Strange Labour is a powerful meditation on the meaning of humanity in a universe that is indifferent to our extinction, and a provocative re-imagining of many of the tropes and clichés that have shaped the post-apocalyptic novel. Most people have deserted the cities and towns to work themselves to death in the construction of monumental earthworks. The only adults unaffected by this mysterious obsession are a dwindling population that live in the margins of a new society they cannot understand. Isolated, in an increasingly deserted landscape, living off the material remnants of the old order, trapped in antiquated habits and assumptions, they struggle to construct a meaningful life for themselves. Miranda, a young woman who travels across what had once been the West, meets Dave, who has peculiar theories about the apocalypse.
“A post-apocalyptic road novel with the gnomic quality of a parable, Strange Labour shimmers with a meaning just beyond reach.”
Sofia Samatar – author of A Stranger in Olondria and The Winged Histories, winner of the World Fantasy Award.
“What strange labour are care work and companionship, folklore-ing and child-rearing. How obliquely they appear in whatever it is we sometimes call SF. What is it that stops anyone from doing only this social work, only what needs to be done? Robert Penner’s wonderful novel brings this work front and centre. A woman wanders the desolate US, stays at a care home, meets a man and travels with him, they briefly stay at a commune of liberal aesthetes, then make their way to a camp named Big Echo. Miranda and Dave, Dave and Miranda, Dave delivering improvisational yarns, Miranda accruing eerie topographic patternings, Dave telling stories, Miranda telling stories. Digging, getting down, they try to avoid the overtly and not so overtly fascistic remnants of what was. Where does that get them? Miranda says to Dave, at one point, that “there is nothing post-apocalyptic about violent men getting what they want”. The problems, they are the same. There is nothing post-apocalyptic about this novel. And yet it devastates me.”
Robert Kiely - Poet-in-Residence at University of Surrey, Guilford, England.
“Penner proposes an original, quiet apocalypse of labour that resists comprehension; a great metaphor for our socioeconomic predicament. But also much more than that: a bleak, beautiful, even inspiring vision of humanity's future. In what feels like an echo of our post-post-world, human industry--and the mythology around it--is driven to absurdity. This is the evolution of humans into creatures defined by their labour: a new evolutionary directive, a novel organization of the human psyche. The origin story of a new species told from the perspective of those bound for extinction.
Brilliantly, it's the diggers, the non-violent turned, the meek plagued, who are organized and efficient. At least they're building something new. The rest, the survivors, are decaying, self-destructing, clinging uselessly to their ghosts. The novel bears quiet witness to the extinction of the bourgeoisie and the strange labour of an apocalyptic proletariat.”

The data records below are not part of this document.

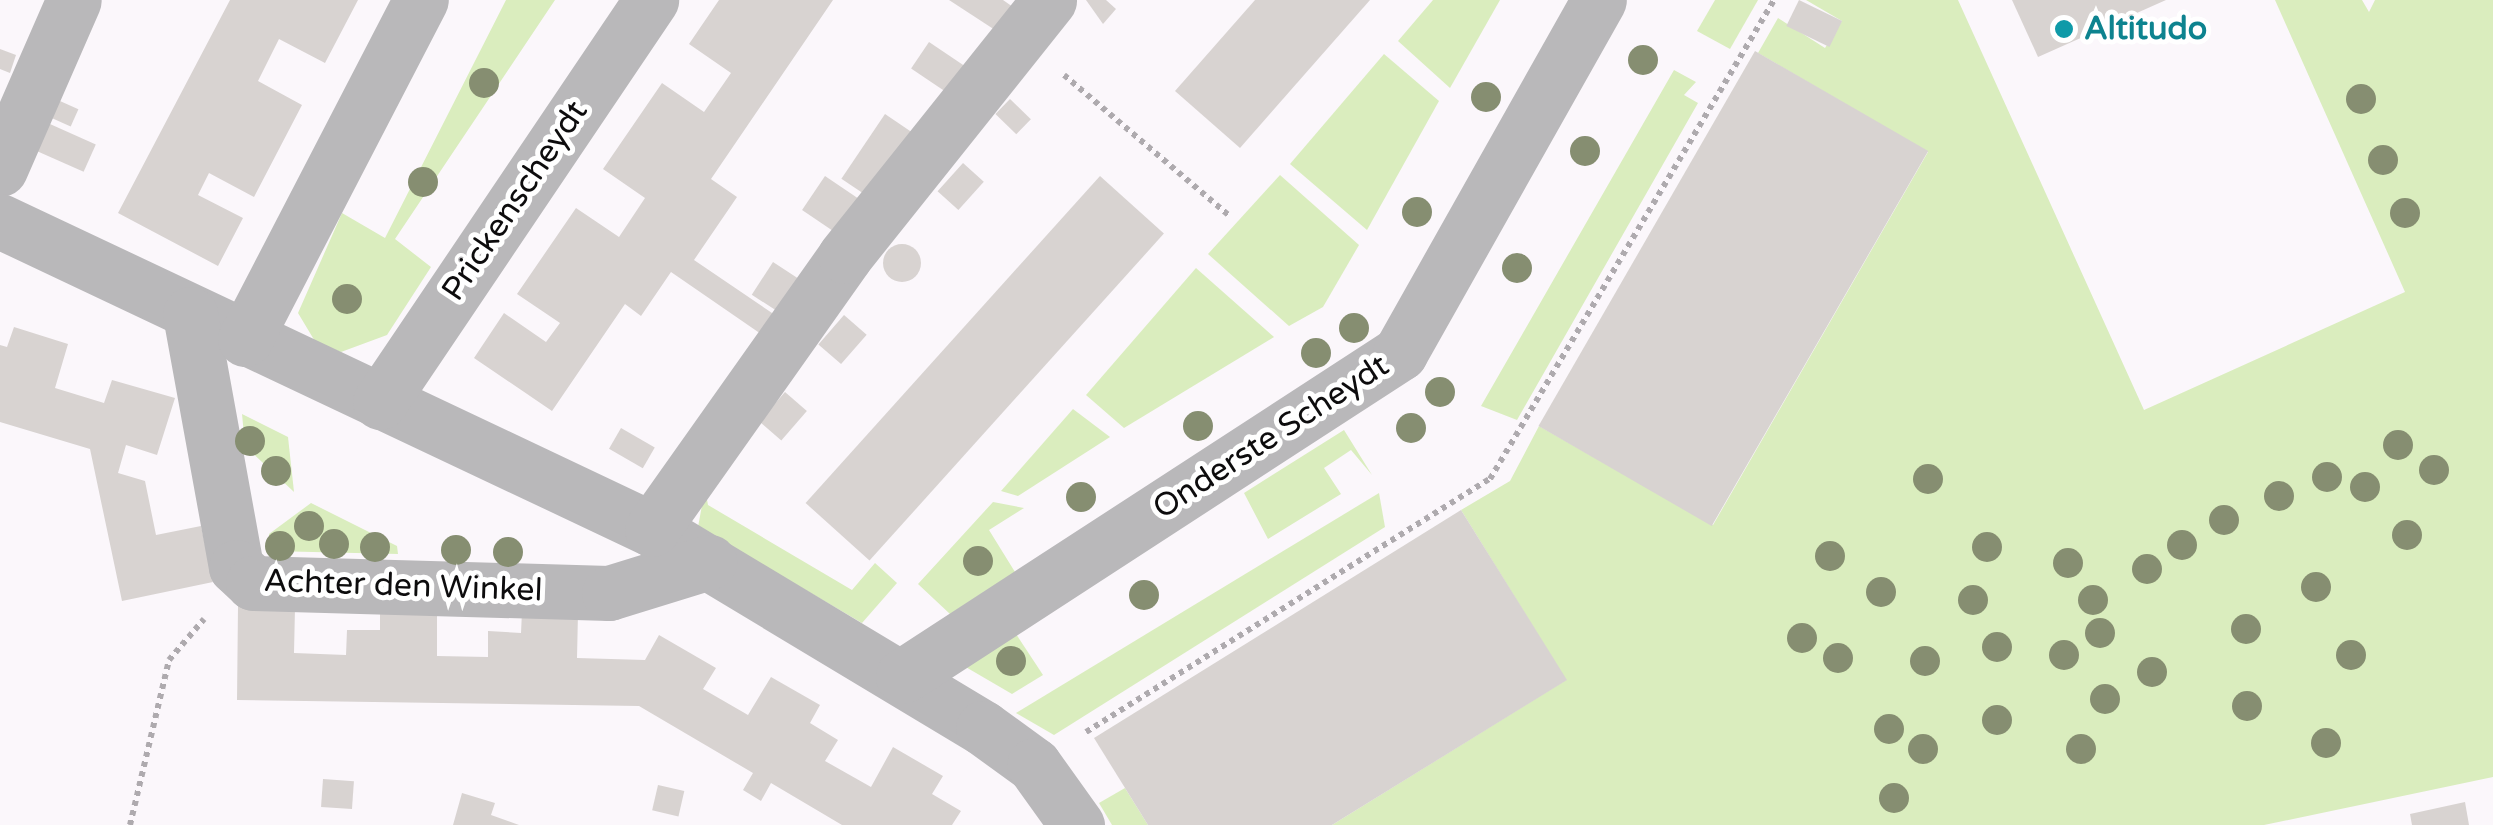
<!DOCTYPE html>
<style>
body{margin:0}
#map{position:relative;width:2493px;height:825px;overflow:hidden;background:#fbf7fb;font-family:"Varela Round",sans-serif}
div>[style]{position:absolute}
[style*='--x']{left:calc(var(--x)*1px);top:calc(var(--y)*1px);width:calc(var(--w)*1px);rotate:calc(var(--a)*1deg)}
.green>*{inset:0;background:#daedbe}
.building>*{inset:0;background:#d8d3d1;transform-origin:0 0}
.round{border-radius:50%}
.path>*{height:6px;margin-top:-3px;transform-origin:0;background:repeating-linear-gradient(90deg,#aeaaae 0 5px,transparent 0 10px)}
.minor>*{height:55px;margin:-27.5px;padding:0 27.5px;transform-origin:27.5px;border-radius:27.5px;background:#b9b8ba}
.trees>*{width:30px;height:30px;margin:-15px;border-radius:50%;background:#868e71}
.dots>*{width:28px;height:28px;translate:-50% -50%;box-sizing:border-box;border:5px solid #fff;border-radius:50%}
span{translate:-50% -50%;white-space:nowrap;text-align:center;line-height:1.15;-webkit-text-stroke:10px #fff;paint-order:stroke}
.culture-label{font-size:32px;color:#0d838f;font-weight:700}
.left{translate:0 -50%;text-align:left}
.street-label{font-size:32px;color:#0d0c0d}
</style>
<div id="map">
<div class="green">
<i style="clip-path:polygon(506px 0,555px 0,395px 239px,431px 267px,387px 335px,341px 352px,316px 343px,298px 313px,342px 213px,385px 238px)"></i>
<i style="clip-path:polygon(1433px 0,1500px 0,1450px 88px,1398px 41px)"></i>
<i style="clip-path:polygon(1715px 0,1758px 0,1730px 49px,1697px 31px)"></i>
<i style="clip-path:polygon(1806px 0,1958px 0,2144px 410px,2405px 292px,2275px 0,2362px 0,2369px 12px,2375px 0,2493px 0,2493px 777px,2264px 825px,1332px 825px,1566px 680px,1461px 510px,1510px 481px,1539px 426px,1713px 525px,1928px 152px,1758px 53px,1778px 18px,1825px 48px,1842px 21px)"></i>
<i style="clip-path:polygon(1384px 54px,1439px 101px,1367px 230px,1290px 164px)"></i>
<i style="clip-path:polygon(1674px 70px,1696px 82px,1684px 95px,1698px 103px,1517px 420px,1481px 406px)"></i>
<i style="clip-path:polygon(1280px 175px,1359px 245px,1323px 307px,1289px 326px,1208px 254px)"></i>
<i style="clip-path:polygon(1196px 268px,1274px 337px,1124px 428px,1086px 395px)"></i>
<i style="clip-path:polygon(1073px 409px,1110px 437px,1018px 496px,1001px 491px)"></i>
<i style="clip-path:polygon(242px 414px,288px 437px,294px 492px,245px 446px)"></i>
<i style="clip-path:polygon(1344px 430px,1372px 475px,1351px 450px,1324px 468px,1341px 494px,1268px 539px,1244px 493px)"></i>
<i style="clip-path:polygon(705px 489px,708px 505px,852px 590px,875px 563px,897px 583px,862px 623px,698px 527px)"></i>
<i style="clip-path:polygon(1379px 493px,1385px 527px,1054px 735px,1016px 713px)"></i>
<i style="clip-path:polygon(993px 502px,1024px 508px,989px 530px,1015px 572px,950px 614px,918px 584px)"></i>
<i style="clip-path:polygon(311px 503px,397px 546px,398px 554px,270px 551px,269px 534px)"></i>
<i style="clip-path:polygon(1016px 634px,1043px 675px,1012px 694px,964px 666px)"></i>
<i style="clip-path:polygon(1125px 788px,1148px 825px,1112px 825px,1099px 803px)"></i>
</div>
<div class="building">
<i style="clip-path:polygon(230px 0,358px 0,325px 63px,279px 39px,258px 81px,302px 105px,254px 197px,209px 173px,198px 195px,243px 218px,218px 266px,118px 213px)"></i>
<i style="clip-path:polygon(719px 0,833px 0,711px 179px,737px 197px,694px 260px,775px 315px,761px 334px,671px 272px,641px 316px,625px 304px,552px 411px,474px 358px,504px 313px,546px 342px,560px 323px,517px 294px,576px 208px,619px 237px,645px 198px,603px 169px,662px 83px,704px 112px,731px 73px,689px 44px)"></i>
<i style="clip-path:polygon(949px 0,1003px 0,1013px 7px,995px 30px)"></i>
<i style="clip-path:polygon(1086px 0,1106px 0,1116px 9px,1103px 24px)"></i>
<i style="clip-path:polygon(1255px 0,1370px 0,1240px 148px,1175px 91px)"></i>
<i style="left:1799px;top:0;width:48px;height:29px;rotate:26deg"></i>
<i style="clip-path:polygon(2012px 0,2166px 0,2038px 57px)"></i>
<i style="left:929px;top:42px;width:43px;height:32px;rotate:34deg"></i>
<i style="clip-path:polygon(0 49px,16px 55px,10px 73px,0 69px)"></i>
<i style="left:1755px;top:51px;width:200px;height:433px;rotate:30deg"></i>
<i style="left:51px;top:97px;width:30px;height:19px;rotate:24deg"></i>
<i style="left:1010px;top:99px;width:29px;height:21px;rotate:44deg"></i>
<i style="left:885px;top:114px;width:36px;height:78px;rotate:34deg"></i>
<i style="left:41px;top:120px;width:60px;height:30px;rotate:24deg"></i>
<i style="left:963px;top:163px;width:28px;height:38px;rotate:42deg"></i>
<i style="left:825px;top:176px;width:41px;height:41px;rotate:34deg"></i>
<i style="left:1100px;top:176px;width:86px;height:440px;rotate:42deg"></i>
<i class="round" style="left:883px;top:244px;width:38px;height:38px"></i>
<i style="left:773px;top:262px;width:31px;height:39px;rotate:33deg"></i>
<i style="left:844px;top:315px;width:30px;height:39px;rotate:41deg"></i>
<i style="clip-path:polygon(14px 327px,68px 344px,55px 388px,104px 403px,112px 380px,175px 398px,157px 455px,126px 445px,118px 473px,145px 481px,156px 535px,201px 526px,213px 582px,122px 601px,90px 449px,0 422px,0 345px,7px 347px)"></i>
<i style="left:785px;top:392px;width:29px;height:39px;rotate:41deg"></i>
<i style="left:621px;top:428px;width:39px;height:24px;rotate:30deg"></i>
<i style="clip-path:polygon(1461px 510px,1567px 680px,1332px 825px,1148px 825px,1094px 738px)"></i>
<i style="clip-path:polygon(238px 606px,295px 608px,294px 653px,346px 655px,347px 630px,380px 630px,380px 609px,437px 610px,437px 656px,488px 657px,488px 631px,521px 633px,522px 611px,578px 613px,577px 658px,645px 660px,659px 635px,716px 668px,703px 689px,748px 715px,771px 677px,820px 705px,810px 723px,838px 740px,825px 761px,871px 787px,893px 747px,943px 776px,932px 794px,961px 811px,952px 825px,842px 825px,771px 783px,761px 801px,743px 790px,753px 773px,639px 706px,237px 700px)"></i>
<i style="left:323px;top:779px;width:31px;height:28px;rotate:4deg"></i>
<i style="left:658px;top:785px;width:27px;height:26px;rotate:13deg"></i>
<i style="clip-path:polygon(462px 793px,495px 803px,491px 815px,519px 825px,453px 825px)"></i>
<i style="clip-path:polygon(2465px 802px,2469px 825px,2412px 825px,2410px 814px)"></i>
</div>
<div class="path">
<i style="--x:1064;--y:75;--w:219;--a:40.4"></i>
<i style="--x:1086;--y:732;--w:477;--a:-32.1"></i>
<i style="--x:1490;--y:479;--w:557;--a:-59.34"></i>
<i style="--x:130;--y:825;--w:170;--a:-76.7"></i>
<i style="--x:169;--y:660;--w:54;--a:-49.5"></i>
</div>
<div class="minor">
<i style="--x:0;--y:169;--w:184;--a:-66.4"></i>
<i style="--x:0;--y:221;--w:721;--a:25.29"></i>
<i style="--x:652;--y:529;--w:386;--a:31"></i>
<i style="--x:983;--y:728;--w:63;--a:36"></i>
<i style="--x:1034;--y:765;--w:74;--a:54.4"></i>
<i style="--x:190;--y:314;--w:257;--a:79.7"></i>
<i style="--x:236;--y:567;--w:23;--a:43"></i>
<i style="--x:253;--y:583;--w:356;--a:1.6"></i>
<i style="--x:609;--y:593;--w:105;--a:-17.2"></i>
<i style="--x:245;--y:339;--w:382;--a:-62.6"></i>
<i style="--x:380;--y:402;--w:485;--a:-56"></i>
<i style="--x:652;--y:529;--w:334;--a:-54.7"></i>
<i style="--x:845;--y:256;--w:327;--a:-51.4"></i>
<i style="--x:903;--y:676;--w:593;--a:-33.02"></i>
<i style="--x:1400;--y:353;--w:405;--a:-60.6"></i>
</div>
<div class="trees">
<i style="left:1643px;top:60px"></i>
<i style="left:484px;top:83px"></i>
<i style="left:1486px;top:97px"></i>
<i style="left:2361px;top:99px"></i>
<i style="left:1585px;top:151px"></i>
<i style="left:2383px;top:160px"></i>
<i style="left:423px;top:182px"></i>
<i style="left:1417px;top:212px"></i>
<i style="left:2405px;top:213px"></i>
<i style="left:1517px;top:268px"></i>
<i style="left:347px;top:299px"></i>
<i style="left:1354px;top:328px"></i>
<i style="left:1316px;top:353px"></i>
<i style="left:1440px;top:392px"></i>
<i style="left:1198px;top:426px"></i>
<i style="left:1411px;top:428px"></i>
<i style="left:250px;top:441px"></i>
<i style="left:2398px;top:445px"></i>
<i style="left:2434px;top:470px"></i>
<i style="left:276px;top:471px"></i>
<i style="left:2327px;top:477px"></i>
<i style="left:1928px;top:479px"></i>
<i style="left:2365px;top:487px"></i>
<i style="left:2279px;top:496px"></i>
<i style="left:1081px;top:497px"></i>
<i style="left:2224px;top:520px"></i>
<i style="left:309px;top:526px"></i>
<i style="left:2407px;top:535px"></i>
<i style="left:334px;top:544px"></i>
<i style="left:2182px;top:545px"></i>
<i style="left:280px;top:546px"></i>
<i style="left:375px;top:547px"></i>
<i style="left:1987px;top:547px"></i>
<i style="left:456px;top:550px"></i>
<i style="left:508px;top:552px"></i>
<i style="left:1830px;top:556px"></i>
<i style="left:978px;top:561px"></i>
<i style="left:2068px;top:563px"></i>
<i style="left:2147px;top:569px"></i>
<i style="left:2316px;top:587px"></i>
<i style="left:1881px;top:592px"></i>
<i style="left:1144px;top:595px"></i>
<i style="left:1973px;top:600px"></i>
<i style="left:2093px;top:600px"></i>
<i style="left:2246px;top:629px"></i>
<i style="left:2100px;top:633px"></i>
<i style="left:1802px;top:638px"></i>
<i style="left:1997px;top:647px"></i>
<i style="left:2064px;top:655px"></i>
<i style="left:2351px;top:655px"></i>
<i style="left:1838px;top:658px"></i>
<i style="left:1011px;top:661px"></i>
<i style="left:1925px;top:661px"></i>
<i style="left:2152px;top:672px"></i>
<i style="left:2105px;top:699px"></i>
<i style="left:2247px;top:706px"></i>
<i style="left:1997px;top:720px"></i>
<i style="left:1889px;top:729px"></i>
<i style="left:2326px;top:743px"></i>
<i style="left:1923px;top:749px"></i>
<i style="left:2081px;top:749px"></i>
<i style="left:1894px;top:798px"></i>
</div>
<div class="dots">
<i style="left:2064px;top:29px;background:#0f9aa8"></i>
</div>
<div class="culture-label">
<span class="left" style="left:2084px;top:29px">Altitudo</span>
</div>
<div class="street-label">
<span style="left:515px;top:201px;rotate:-56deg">Prickenscheydt</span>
<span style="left:1271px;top:437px;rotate:-33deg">Onderste Scheydt</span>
<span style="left:403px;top:586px;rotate:2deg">Achter den Winkel</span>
</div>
</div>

Natalia Theodoridou - winner of the 2018 World Fantasy Award for Short Fiction, 2018 Nebula Award Finalist.
Robert Penner’s Strange Labour is a road novel of crystalline exuberance—populated by mindless diggers, resourceful scrabblers, evil drifters, and the heroic Miranda. In the majority are the diggers, eternally bulldozing vast earth-works: cryptic nests of grooves that fill valleys with fluid patterns. Might the diggers be an objective correlative for today’s info-tech workers? Individualists tend small farms or scavenge the deserted towns. Mad-Max-style bikers roam the landscape with dog-skulls on their handlebars. Resourceful Miranda has our sympathy throughout. Penner adorns his narrative with poetic evocations of this fallen world. A sample: “The sun did not so much rise above the scene, over the dark serration of the treetops, as it formed there, a growing intricacy of light, a concentration of heat and energy drawn up from the world around it, a vortex.” Strange Labour is a book to savour and to love.